**TASK TO CARRY OUT:** Count the lines of the data below that include the string "white", and provide nothing but the result.

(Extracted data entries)
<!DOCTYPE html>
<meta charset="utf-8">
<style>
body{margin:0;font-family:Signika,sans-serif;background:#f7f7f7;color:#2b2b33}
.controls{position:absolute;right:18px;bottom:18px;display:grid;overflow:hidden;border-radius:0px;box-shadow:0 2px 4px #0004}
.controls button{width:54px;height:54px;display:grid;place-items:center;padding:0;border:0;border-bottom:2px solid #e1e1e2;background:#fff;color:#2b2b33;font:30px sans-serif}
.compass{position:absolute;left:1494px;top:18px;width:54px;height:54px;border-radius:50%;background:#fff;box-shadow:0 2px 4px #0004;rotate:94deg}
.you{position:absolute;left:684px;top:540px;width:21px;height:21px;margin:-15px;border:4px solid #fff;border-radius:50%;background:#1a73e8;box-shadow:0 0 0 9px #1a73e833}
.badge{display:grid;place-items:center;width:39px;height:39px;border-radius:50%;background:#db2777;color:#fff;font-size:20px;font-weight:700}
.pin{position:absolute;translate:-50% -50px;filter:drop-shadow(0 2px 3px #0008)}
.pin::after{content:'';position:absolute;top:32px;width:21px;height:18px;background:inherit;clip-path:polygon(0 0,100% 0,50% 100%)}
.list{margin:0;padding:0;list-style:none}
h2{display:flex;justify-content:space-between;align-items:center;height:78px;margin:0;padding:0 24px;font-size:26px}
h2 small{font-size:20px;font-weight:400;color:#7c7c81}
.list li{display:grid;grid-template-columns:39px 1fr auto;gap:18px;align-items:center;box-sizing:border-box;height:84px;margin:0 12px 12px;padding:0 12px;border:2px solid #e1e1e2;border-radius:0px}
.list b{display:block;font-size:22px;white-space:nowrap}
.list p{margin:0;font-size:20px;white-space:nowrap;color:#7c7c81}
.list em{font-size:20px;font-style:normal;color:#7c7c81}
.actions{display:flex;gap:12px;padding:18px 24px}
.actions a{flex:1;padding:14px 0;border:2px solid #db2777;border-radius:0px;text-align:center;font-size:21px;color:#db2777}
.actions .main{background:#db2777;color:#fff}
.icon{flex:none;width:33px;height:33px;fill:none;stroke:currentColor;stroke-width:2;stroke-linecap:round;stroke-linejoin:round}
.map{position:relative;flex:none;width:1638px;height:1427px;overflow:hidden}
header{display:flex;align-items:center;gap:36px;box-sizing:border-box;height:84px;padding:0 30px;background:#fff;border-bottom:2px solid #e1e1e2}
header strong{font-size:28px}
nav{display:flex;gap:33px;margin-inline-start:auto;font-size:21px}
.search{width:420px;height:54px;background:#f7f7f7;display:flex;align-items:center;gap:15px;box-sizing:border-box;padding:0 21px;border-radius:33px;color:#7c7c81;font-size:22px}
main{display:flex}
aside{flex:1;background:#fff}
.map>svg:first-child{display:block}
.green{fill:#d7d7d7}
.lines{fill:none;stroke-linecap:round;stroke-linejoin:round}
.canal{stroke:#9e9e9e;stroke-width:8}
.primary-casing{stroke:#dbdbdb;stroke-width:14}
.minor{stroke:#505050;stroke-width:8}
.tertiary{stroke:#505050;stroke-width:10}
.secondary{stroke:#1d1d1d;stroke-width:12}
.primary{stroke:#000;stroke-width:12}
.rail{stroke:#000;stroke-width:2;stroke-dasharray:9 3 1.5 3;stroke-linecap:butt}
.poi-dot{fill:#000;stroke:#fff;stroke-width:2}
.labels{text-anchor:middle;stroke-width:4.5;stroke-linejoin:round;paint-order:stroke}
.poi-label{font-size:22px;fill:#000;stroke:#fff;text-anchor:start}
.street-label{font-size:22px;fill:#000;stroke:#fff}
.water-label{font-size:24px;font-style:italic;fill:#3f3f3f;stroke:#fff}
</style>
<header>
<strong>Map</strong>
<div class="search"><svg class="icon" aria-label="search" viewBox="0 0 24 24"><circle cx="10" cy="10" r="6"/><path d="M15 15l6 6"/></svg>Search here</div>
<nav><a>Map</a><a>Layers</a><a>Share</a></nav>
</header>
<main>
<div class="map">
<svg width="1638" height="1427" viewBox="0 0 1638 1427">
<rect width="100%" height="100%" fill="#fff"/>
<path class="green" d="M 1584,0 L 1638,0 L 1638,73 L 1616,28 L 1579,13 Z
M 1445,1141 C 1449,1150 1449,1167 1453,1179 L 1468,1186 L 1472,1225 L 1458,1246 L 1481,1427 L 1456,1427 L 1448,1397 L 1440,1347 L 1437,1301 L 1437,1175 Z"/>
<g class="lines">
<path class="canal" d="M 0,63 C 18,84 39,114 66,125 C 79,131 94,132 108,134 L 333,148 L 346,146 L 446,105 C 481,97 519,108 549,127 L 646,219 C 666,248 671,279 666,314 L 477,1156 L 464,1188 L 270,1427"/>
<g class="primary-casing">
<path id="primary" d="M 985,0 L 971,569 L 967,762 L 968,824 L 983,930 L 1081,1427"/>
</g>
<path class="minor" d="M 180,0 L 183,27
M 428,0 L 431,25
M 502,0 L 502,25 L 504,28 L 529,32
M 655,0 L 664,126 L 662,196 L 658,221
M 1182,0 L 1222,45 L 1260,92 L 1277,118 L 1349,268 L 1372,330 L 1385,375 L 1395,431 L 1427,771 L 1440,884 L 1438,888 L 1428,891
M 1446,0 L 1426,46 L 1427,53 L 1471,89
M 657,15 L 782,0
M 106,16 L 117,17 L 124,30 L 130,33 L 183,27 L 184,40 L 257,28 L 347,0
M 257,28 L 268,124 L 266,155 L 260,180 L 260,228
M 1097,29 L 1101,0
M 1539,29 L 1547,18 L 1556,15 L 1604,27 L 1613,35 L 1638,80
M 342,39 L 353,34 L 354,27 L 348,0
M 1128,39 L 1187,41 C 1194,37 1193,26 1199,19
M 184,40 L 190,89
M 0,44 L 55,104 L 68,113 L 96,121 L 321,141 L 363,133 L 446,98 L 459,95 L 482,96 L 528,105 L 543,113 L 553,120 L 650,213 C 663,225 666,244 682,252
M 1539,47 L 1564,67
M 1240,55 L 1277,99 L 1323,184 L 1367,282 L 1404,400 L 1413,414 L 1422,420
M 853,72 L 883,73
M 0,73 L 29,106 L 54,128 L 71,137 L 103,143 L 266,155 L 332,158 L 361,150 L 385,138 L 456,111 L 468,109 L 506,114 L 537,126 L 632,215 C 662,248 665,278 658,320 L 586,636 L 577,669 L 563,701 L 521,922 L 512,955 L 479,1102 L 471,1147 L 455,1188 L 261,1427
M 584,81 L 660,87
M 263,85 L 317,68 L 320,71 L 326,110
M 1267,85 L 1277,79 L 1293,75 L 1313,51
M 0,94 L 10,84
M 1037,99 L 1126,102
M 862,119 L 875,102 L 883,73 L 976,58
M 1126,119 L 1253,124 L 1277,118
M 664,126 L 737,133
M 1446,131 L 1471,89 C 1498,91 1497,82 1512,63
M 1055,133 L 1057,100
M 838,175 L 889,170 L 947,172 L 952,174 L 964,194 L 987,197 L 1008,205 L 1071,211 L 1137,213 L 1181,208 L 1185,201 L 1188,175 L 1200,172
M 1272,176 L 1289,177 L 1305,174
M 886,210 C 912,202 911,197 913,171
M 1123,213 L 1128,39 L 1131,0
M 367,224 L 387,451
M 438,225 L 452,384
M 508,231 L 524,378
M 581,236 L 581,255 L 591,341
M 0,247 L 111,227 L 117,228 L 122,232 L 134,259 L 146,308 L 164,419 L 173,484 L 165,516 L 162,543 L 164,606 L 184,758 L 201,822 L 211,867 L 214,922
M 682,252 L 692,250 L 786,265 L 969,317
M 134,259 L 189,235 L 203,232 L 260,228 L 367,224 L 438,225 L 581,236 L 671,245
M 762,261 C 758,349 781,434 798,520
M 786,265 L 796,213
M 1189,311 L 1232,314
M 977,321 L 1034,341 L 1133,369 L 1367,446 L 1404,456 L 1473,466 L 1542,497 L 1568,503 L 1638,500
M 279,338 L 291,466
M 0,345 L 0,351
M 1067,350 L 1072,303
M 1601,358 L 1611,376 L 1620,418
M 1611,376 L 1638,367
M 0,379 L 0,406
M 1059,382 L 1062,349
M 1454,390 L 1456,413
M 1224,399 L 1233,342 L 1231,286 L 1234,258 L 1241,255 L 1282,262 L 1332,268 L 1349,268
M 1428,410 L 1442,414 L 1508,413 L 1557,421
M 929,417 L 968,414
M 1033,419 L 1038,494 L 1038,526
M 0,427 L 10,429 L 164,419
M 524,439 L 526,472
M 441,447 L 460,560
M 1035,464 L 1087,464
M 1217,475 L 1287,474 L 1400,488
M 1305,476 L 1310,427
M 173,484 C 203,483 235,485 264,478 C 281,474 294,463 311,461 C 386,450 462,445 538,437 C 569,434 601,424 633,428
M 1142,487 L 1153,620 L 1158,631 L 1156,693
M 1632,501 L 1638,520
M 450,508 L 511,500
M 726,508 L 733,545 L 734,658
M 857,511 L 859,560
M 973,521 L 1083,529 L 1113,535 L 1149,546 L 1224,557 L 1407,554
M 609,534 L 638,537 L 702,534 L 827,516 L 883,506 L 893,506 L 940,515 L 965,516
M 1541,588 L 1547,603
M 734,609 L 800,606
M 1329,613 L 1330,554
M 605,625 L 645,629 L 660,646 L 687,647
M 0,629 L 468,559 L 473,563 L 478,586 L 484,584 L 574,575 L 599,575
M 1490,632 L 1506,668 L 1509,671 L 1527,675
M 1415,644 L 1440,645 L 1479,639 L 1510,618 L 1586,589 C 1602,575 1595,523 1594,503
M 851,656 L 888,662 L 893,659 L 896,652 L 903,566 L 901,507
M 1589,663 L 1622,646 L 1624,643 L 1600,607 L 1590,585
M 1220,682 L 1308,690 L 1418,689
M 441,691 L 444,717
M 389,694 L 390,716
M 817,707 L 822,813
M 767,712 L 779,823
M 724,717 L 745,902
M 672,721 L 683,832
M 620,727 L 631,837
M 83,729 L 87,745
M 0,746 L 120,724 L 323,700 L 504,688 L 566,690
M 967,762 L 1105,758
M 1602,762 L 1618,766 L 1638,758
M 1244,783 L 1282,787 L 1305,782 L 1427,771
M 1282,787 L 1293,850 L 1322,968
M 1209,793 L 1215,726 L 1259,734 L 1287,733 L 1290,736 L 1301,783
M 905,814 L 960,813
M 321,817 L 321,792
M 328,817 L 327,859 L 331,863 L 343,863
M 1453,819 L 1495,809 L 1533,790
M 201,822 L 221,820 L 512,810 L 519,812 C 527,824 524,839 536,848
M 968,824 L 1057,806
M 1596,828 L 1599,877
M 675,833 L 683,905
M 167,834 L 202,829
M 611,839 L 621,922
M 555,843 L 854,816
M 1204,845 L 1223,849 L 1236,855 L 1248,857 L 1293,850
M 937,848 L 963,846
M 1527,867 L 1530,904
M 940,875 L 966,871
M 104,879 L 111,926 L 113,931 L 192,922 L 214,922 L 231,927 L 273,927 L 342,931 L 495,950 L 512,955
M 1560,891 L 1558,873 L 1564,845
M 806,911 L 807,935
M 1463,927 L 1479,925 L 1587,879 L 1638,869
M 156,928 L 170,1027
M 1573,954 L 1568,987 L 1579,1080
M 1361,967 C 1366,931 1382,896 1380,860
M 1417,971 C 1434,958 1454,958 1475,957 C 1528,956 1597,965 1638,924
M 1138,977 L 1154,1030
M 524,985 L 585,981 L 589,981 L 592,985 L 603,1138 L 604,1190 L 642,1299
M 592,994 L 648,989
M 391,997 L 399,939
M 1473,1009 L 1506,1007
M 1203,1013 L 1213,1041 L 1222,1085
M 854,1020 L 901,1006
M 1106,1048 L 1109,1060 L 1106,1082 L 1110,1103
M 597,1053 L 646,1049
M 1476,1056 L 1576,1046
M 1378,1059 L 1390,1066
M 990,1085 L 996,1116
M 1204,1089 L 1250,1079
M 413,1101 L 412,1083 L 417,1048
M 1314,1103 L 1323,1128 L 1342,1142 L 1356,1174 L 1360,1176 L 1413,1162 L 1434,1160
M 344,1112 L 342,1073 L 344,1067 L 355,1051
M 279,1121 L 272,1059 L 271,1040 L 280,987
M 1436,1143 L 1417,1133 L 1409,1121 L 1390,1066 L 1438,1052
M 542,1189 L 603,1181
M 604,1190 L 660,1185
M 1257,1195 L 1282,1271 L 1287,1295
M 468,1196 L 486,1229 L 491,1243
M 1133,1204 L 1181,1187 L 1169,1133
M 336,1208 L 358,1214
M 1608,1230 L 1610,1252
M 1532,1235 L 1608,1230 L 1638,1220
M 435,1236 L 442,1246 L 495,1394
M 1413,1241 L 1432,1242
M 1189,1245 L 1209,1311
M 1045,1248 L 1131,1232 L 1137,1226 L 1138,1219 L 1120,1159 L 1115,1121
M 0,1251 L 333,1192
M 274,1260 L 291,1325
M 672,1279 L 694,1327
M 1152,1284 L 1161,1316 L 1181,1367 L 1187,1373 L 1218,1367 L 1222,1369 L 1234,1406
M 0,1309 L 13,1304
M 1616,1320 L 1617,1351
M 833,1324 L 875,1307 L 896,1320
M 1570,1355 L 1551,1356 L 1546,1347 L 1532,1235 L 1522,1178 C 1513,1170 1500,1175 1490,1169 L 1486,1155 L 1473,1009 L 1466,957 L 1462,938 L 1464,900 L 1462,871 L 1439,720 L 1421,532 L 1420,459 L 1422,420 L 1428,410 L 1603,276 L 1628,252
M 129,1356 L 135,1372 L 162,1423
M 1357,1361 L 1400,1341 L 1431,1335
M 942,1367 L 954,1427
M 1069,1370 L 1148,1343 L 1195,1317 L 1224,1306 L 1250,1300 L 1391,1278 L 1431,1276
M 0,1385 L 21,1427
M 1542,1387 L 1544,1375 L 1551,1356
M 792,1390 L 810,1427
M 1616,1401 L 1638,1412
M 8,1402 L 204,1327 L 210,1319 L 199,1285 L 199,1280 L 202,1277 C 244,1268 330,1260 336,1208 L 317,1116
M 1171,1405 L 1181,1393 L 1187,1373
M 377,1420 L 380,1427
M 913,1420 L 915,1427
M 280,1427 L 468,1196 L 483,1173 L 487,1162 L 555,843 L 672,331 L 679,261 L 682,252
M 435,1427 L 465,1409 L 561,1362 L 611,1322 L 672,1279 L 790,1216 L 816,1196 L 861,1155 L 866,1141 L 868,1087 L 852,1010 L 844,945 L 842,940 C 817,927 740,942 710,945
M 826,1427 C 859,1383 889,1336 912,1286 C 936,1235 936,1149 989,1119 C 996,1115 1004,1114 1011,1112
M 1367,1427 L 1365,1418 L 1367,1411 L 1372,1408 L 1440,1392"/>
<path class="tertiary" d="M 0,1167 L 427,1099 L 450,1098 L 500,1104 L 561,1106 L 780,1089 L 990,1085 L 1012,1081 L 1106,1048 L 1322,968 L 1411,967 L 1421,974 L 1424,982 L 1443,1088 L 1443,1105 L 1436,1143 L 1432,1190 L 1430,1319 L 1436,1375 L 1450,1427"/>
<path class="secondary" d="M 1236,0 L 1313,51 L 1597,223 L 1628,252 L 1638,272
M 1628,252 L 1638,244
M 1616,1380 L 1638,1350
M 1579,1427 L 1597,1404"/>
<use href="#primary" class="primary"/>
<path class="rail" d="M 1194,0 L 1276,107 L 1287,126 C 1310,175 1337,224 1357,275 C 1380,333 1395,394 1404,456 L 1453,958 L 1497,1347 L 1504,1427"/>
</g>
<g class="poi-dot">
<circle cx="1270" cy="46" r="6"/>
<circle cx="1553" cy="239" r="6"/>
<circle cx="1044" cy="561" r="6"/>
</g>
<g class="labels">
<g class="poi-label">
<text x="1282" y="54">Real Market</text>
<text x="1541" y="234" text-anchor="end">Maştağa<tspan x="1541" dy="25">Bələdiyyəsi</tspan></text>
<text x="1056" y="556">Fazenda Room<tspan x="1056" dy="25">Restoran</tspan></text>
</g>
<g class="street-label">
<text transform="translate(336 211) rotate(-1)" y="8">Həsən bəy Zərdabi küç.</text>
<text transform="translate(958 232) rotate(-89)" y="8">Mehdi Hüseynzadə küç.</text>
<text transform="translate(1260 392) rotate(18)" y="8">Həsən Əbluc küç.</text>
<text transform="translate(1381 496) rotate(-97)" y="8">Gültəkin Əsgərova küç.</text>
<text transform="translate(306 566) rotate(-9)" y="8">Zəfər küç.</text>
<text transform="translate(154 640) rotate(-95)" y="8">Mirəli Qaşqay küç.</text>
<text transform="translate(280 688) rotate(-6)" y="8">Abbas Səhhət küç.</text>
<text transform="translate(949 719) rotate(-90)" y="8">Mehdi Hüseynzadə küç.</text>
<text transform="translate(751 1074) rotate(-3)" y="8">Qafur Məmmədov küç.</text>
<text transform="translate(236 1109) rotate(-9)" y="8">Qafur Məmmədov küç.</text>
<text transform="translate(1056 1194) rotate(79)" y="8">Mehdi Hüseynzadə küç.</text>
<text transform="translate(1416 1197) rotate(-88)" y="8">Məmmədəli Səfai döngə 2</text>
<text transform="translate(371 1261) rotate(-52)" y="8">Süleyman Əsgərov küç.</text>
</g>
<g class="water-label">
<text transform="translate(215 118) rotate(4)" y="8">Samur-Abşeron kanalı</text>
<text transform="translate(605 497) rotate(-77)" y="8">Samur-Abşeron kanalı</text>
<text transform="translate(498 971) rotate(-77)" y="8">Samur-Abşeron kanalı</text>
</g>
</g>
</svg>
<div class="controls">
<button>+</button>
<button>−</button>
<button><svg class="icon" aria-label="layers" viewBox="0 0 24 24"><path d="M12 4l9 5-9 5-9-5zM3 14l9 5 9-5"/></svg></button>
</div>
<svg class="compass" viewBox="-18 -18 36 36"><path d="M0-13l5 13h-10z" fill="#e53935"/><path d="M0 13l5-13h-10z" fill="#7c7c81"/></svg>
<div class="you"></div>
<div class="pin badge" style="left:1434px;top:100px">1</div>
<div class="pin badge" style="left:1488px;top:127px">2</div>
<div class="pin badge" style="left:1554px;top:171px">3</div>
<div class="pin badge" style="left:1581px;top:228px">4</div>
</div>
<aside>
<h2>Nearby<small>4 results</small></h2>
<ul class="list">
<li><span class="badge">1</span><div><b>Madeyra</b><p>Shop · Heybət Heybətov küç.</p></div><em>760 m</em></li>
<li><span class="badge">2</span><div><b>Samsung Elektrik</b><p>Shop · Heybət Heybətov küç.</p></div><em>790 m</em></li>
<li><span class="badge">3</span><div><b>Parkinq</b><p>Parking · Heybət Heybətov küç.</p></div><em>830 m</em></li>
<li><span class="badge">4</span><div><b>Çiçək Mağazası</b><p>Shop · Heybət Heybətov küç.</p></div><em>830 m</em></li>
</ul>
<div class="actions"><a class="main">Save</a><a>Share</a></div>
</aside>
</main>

**RESPONSE TO THIS TASK:** 2